Certain parallels can be drawn between the “Spanish flu” of 102 years ago and the coronavirus of today, and many of the mistakes made a century ago have been repeated at the current time.  Today, as then, crowds still came together in spite of the many warnings, creating opportunities for spreader events to arise; cities, which had shut down early, re-opened much too soon allowing the flu to return in greater force than before; and for various reasons, many in both the government and the public chose to ignore much of the advice of the scientists and health professionals, never seriously taking their warnings to heart.  They underestimated the lethalness of this disease, convinced that the flu might possibly strike the other guy but they were magically immune from it.  Many refused to wear masks and without realizing it became spreaders themselves, further endangering, not just their own lives but the lives of their families and communities. 

At the conclusion of this absorbing documentary, the question was asked what, if anything, we had learned from it?  What was the most important lesson to come from this global health disaster?  The answer was clear: INSTEAD OF IGNORING OR MISLEADING THE PUBLIC ABOUT THE EXTENT AND LETHALITY OF THE DISEASE, THEY SHOULD HAVE FACED UP TO IT FORTHRIGHTLY AND TOLD THE TRUTH ABOUT IT!  Although it is hard to believe, never once throughout his entire presidency did Woodrow Wilson ever mention the pandemic- NOT ONCE!  He ignored it, pretending it was a minor inconvenience while a matter of GREATER significance- a World War, continued to rage on.  Thus, with two great emergencies going on at the same time, he chose to place his full attention on the war effort, reasoning–as our current President has admitted himself–that it would only panic the public and add to their anxiety.  He felt it was more important for factories to remain open and operating both day and night because uniforms and guns, tanks and planes had to be made.  Wilson also continued to hold bond rallies around the country because funds were needed to help pay for the war effort which in turn became major spreader events.  Thus, anything that could distract from any of these goals were either ignored or denied- it was the WAR that was utmost in his mind, in the thoughts of the public, and in the nation’s interest. 

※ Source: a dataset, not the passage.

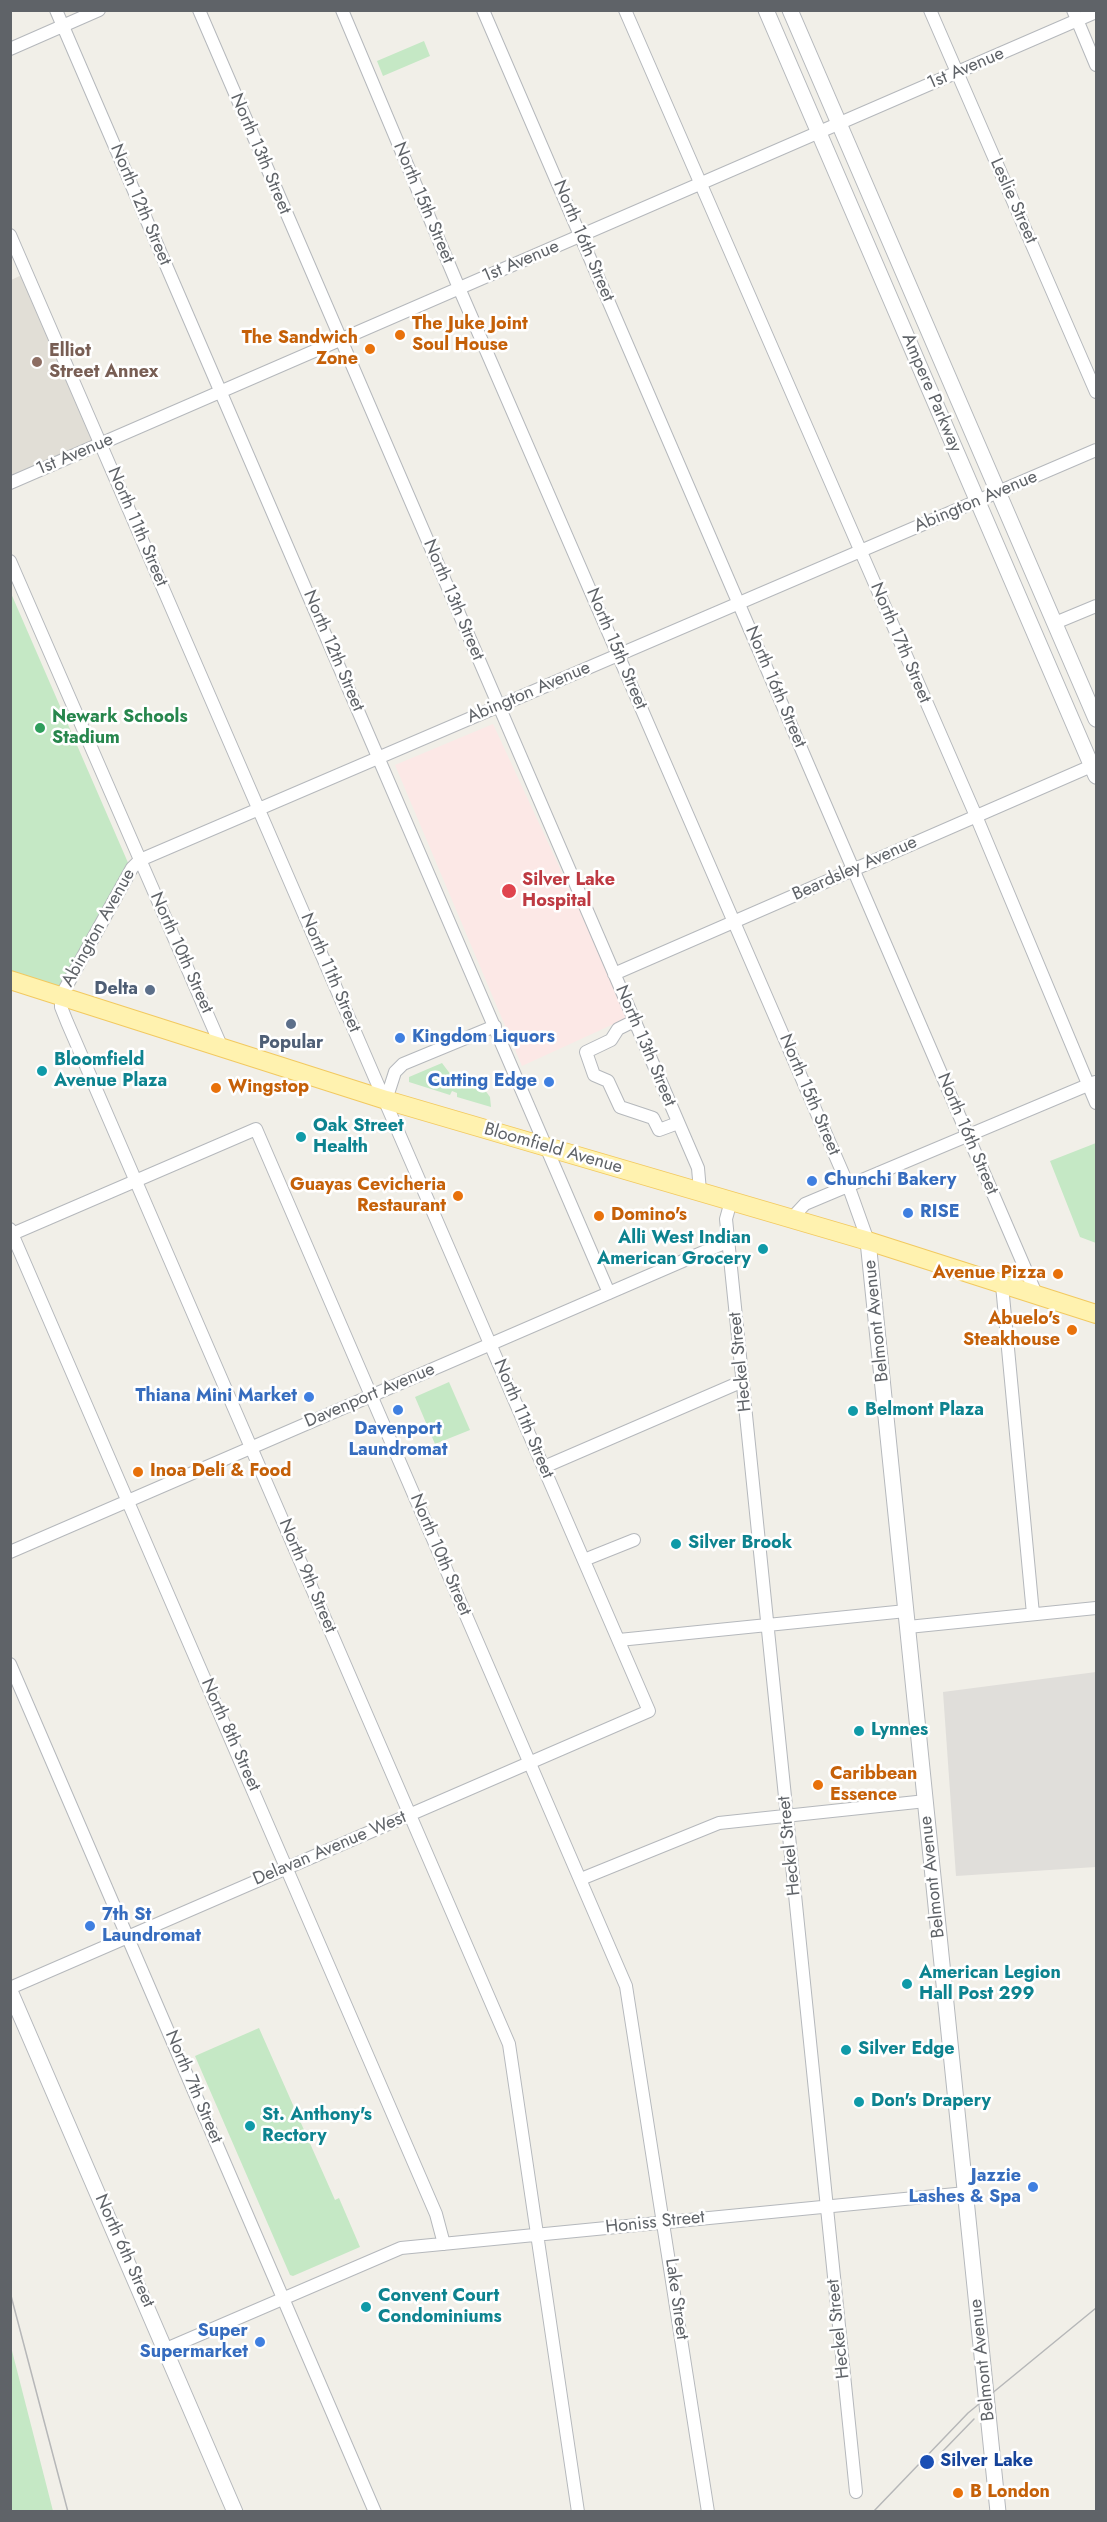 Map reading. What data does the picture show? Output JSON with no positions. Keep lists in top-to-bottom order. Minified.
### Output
{"streets":{"main road":["Bloomfield Avenue"],"street":["1st Avenue","North 13th Street","Leslie Street","North 15th Street","North 12th Street","North 16th Street","Ampere Parkway","Abington Avenue","North 11th Street","North 17th Street","Beardsley Avenue","North 10th Street","Belmont Avenue","Heckel Street","Davenport Avenue","North 9th Street","North 8th Street","Delavan Avenue West","North 7th Street","Honiss Street","North 6th Street","Lake Street"]},"crossings":[["1st Avenue","North 13th Street"],["1st Avenue","Leslie Street"],["1st Avenue","North 15th Street"],["1st Avenue","North 12th Street"],["1st Avenue","North 16th Street"],["1st Avenue","Ampere Parkway"],["1st Avenue","North 11th Street"],["1st Avenue","North 17th Street"],["North 13th Street","Abington Avenue"],["North 13th Street","Beardsley Avenue"],["North 13th Street","Bloomfield Avenue"],["North 15th Street","Abington Avenue"],["North 15th Street","Beardsley Avenue"],["North 15th Street","Bloomfield Avenue"],["North 15th Street","Belmont Avenue"],["North 12th Street","Abington Avenue"],["North 12th Street","Bloomfield Avenue"],["North 12th Street","Davenport Avenue"],["North 16th Street","Abington Avenue"],["North 16th Street","Beardsley Avenue"],["North 16th Street","Bloomfield Avenue"],["Ampere Parkway","Abington Avenue"],["Ampere Parkway","Beardsley Avenue"],["Abington Avenue","North 11th Street"],["Abington Avenue","North 17th Street"],["Abington Avenue","North 10th Street"],["Abington Avenue","Bloomfield Avenue"],["Abington Avenue","North 9th Street"],["North 11th Street","Bloomfield Avenue"],["North 11th Street","Davenport Avenue"],["North 11th Street","Delavan Avenue West"],["North 17th Street","Beardsley Avenue"],["North 10th Street","Bloomfield Avenue"],["North 10th Street","Davenport Avenue"],["North 10th Street","North 9th Street"],["North 10th Street","Delavan Avenue West"],["North 10th Street","Lake Street"],["Bloomfield Avenue","Belmont Avenue"],["Bloomfield Avenue","Heckel Street"],["Bloomfield Avenue","North 9th Street"],["Belmont Avenue","Honiss Street"],["Heckel Street","Davenport Avenue"],["Heckel Street","Honiss Street"],["Davenport Avenue","North 9th Street"],["Davenport Avenue","North 8th Street"],["North 9th Street","Delavan Avenue West"],["North 9th Street","Honiss Street"],["North 8th Street","Delavan Avenue West"],["North 8th Street","Honiss Street"],["Delavan Avenue West","North 7th Street"],["Delavan Avenue West","North 6th Street"],["North 7th Street","Honiss Street"],["Honiss Street","North 6th Street"],["Honiss Street","Lake Street"]],"places":["The Juke Joint Soul House","The Sandwich Zone","Elliot Street Annex","Newark Schools Stadium","Silver Lake Hospital","Delta","Popular","Kingdom Liquors","Bloomfield Avenue Plaza","Cutting Edge","Wingstop","Oak Street Health","Chunchi Bakery","Guayas Cevicheria Restaurant","RISE","Domino's","Alli West Indian American Grocery","Avenue Pizza","Abuelo's Steakhouse","Thiana Mini Market","Davenport Laundromat","Belmont Plaza","Inoa Deli & Food","Silver Brook","Lynnes","Caribbean Essence","7th St Laundromat","American Legion Hall Post 299","Silver Edge","Don's Drapery","St. Anthony's Rectory","Jazzie Lashes & Spa","Convent Court Condominiums","Super Supermarket","Silver Lake","B London"]}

Unfortunately, the result of such decisions was that more lives were lost due to the PANDEMIC than the total number of persons killed—on BOTH sides–from history’s FIRST WORLD WAR!  In fact, it received the name the “Spanish flu,” not because it originated there.  In the interests of maintaining morale for the war, our government and the local press deliberately conspired to minimize its influence.  However, when other newspapers reported on the epidemic’s effects in neutral Spain, such as the grave illness of King Alfonso XIII, the false impression was created that Spain was especially hard hit by it, thus giving rise to the name “Spanish” flu.  The irony here is that when the war finally ended and President Wilson sailed to France to help hammer out the terms of peace, he came down with the flu himself and became so debilitated by it, that he was never again the same- either mentally OR physically.